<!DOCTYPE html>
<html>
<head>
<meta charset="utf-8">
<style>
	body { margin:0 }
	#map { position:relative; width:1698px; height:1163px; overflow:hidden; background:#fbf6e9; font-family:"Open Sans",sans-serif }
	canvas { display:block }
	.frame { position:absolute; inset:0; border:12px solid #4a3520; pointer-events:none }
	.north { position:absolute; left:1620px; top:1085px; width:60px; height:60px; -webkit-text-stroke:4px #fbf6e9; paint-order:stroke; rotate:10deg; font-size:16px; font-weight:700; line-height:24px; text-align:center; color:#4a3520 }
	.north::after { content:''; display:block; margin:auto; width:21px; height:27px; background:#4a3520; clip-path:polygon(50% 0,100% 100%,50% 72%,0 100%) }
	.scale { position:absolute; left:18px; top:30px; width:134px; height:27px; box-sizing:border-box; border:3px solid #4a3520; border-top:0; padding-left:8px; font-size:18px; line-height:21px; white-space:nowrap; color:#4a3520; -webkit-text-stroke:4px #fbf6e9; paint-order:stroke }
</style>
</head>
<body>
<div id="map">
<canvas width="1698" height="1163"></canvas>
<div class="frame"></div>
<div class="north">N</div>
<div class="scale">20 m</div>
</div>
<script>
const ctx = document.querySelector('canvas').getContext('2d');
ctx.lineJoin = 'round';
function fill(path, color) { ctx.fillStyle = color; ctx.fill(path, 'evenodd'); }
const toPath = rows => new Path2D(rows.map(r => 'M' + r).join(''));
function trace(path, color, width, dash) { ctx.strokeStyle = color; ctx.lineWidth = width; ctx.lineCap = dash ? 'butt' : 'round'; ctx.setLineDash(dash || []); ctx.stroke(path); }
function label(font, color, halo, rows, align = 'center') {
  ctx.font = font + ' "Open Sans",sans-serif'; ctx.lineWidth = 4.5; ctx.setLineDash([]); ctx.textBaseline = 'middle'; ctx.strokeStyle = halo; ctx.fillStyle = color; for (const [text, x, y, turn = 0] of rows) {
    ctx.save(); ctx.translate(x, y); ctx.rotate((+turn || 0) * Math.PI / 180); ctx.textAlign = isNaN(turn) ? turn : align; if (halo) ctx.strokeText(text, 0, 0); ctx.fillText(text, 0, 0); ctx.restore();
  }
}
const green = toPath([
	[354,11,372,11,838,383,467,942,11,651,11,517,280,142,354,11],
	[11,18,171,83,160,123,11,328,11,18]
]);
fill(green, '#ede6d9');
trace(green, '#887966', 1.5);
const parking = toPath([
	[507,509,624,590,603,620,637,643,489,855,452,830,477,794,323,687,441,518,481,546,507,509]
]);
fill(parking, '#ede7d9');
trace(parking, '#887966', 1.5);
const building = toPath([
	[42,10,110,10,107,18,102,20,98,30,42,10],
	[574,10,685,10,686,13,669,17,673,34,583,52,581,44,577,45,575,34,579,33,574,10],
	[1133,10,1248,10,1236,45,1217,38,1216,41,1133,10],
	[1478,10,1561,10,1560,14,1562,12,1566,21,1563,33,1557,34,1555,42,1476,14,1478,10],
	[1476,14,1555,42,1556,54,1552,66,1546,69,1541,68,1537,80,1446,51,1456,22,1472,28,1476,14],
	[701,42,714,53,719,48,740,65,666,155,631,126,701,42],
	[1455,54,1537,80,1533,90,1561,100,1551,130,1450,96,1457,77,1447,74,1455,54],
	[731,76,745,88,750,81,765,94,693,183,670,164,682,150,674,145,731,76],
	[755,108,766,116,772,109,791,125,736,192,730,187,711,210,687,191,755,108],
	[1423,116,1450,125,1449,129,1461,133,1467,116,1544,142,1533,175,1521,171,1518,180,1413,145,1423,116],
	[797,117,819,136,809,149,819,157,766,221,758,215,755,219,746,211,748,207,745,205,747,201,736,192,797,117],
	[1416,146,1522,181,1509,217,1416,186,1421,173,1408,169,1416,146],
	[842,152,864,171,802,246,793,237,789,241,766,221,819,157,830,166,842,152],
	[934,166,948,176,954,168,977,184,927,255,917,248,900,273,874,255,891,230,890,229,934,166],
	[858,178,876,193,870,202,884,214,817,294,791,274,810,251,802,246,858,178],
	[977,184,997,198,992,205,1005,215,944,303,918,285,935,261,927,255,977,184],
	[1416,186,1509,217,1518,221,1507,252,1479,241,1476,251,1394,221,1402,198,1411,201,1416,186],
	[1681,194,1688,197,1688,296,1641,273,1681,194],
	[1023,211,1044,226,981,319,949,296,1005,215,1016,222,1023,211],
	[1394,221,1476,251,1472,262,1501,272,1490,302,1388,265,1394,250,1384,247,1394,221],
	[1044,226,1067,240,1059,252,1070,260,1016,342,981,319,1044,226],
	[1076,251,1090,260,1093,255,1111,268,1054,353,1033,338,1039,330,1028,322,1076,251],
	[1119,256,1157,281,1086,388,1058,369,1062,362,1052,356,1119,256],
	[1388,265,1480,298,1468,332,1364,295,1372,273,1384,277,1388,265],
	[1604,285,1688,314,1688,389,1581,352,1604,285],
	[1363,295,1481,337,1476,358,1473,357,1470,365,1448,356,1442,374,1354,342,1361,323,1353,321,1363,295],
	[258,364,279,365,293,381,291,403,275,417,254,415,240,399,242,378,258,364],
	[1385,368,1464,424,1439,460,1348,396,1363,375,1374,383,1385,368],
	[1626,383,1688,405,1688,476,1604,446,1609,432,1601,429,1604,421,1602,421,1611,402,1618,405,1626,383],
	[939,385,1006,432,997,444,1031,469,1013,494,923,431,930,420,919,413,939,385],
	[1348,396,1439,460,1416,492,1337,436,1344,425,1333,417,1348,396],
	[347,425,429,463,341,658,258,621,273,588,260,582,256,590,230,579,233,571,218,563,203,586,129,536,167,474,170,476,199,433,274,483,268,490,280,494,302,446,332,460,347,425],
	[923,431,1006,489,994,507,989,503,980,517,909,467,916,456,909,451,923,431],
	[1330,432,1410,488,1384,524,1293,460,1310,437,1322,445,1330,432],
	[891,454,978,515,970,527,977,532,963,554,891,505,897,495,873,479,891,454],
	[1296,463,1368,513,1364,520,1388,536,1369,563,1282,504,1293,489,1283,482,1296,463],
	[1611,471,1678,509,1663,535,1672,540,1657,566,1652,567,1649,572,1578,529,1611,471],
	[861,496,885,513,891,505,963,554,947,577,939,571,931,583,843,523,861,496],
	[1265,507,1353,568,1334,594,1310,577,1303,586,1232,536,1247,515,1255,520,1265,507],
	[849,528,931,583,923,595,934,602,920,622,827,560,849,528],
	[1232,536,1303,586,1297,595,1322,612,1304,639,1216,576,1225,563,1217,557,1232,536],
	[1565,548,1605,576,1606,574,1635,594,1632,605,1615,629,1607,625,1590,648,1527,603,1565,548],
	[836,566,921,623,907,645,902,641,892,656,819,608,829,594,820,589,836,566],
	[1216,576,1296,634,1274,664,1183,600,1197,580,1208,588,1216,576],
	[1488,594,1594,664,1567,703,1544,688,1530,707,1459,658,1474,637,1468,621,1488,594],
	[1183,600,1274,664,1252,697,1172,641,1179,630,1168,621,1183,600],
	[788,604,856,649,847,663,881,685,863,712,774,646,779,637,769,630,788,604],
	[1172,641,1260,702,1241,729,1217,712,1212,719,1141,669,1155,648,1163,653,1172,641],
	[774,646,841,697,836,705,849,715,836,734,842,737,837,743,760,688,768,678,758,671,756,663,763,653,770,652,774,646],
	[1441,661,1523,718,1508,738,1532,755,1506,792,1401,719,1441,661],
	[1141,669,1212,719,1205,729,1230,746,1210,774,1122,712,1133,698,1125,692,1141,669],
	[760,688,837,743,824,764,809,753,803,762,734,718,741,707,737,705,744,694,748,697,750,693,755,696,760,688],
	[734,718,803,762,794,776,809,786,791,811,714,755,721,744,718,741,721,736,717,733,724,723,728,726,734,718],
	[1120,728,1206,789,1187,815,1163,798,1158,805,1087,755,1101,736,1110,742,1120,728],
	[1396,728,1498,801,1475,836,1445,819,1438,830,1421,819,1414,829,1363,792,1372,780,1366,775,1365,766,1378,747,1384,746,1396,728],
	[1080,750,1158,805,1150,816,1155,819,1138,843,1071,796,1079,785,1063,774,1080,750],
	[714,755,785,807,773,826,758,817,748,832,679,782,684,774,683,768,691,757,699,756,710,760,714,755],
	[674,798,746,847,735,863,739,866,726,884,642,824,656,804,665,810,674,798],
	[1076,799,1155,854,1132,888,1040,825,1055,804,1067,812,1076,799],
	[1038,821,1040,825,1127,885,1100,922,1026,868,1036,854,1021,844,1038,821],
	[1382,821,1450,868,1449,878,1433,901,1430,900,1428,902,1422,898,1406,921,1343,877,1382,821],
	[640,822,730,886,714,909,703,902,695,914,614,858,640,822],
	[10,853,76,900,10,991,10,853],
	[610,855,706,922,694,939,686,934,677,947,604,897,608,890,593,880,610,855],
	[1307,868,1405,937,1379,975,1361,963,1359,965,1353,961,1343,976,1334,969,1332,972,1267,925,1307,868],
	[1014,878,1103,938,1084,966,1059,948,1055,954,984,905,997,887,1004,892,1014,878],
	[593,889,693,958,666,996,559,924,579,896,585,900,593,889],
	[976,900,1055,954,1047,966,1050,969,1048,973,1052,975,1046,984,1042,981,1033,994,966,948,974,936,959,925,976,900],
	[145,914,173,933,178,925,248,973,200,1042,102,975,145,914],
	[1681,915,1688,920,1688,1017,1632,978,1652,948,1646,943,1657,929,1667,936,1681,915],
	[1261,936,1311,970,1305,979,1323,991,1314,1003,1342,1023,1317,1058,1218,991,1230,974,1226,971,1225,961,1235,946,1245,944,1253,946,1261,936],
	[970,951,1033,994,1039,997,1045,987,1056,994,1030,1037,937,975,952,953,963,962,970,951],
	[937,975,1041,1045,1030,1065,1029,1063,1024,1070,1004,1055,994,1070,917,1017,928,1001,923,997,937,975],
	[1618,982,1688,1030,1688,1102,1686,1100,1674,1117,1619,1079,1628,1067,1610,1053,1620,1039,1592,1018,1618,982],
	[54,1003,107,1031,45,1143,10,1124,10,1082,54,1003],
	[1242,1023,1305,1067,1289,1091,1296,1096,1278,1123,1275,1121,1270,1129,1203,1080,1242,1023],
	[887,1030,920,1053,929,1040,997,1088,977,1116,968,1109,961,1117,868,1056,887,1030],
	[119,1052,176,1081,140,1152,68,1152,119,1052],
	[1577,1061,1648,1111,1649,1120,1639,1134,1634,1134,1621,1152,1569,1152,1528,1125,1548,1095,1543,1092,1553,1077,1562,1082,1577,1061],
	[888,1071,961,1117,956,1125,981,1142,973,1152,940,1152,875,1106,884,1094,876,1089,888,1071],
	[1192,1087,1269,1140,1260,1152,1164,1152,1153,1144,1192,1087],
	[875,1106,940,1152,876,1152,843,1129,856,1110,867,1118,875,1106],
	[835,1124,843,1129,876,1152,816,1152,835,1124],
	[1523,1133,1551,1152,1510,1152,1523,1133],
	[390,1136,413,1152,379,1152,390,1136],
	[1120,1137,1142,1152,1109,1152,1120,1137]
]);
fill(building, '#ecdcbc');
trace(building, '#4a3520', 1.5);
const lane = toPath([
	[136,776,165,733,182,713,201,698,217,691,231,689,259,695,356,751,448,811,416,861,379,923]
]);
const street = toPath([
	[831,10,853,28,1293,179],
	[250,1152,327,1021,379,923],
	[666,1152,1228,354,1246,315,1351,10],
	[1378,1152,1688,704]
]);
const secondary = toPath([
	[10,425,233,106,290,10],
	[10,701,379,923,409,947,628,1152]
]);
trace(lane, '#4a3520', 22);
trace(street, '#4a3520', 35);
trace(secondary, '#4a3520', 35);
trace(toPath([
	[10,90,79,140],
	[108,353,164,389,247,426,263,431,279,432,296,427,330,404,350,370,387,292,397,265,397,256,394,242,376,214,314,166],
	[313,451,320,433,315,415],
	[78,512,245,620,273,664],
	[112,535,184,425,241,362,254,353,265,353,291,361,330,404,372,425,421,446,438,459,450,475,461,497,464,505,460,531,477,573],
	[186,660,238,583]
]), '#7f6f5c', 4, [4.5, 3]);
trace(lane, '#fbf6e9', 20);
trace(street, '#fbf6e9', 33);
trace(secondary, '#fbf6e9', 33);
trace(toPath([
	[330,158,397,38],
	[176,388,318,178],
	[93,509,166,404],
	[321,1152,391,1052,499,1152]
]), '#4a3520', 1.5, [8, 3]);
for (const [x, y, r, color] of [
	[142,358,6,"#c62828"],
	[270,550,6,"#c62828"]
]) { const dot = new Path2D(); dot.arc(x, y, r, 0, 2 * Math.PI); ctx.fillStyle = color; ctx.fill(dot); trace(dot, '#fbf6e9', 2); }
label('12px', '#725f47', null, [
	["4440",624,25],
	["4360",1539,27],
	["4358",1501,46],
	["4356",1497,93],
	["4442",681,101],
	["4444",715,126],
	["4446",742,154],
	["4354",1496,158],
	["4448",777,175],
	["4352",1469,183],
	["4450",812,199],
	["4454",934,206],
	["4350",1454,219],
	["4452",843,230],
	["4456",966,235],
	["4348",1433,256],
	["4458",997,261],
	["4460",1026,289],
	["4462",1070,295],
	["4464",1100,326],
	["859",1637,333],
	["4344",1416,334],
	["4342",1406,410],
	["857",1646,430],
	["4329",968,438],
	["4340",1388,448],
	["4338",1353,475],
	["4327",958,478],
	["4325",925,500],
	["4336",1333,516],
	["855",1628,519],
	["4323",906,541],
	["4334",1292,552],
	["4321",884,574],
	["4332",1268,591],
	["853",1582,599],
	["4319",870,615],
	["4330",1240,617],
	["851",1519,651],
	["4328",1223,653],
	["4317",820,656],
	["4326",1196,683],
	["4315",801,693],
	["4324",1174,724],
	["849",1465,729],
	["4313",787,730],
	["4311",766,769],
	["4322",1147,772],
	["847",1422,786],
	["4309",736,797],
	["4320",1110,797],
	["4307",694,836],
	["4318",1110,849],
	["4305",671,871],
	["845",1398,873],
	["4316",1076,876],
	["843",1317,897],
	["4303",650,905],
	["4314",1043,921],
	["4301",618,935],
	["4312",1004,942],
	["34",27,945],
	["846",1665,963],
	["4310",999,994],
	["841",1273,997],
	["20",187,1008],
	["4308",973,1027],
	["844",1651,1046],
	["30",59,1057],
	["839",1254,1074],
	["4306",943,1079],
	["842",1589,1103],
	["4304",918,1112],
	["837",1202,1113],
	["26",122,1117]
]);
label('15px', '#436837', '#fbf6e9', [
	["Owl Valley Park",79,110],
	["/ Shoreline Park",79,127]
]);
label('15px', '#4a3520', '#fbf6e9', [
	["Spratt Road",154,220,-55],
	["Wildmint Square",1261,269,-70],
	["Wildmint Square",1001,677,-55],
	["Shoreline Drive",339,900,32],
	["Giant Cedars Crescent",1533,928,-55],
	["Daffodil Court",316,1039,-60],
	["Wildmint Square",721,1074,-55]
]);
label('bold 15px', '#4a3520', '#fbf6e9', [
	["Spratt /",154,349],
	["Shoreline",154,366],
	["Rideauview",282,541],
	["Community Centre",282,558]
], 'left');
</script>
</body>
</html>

════════════════

◆ **WORK TO BE COMPLETED**
Copy every line above that holds the word "lineWidth".

◆ **SOLUTION FOR THIS EXERCISE**
function trace(path, color, width, dash) { ctx.strokeStyle = color; ctx.lineWidth = width; ctx.lineCap = dash ? 'butt' : 'round'; ctx.setLineDash(dash || []); ctx.stroke(path); }
  ctx.font = font + ' "Open Sans",sans-serif'; ctx.lineWidth = 4.5; ctx.setLineDash([]); ctx.textBaseline = 'middle'; ctx.strokeStyle = halo; ctx.fillStyle = color; for (const [text, x, y, turn = 0] of rows) {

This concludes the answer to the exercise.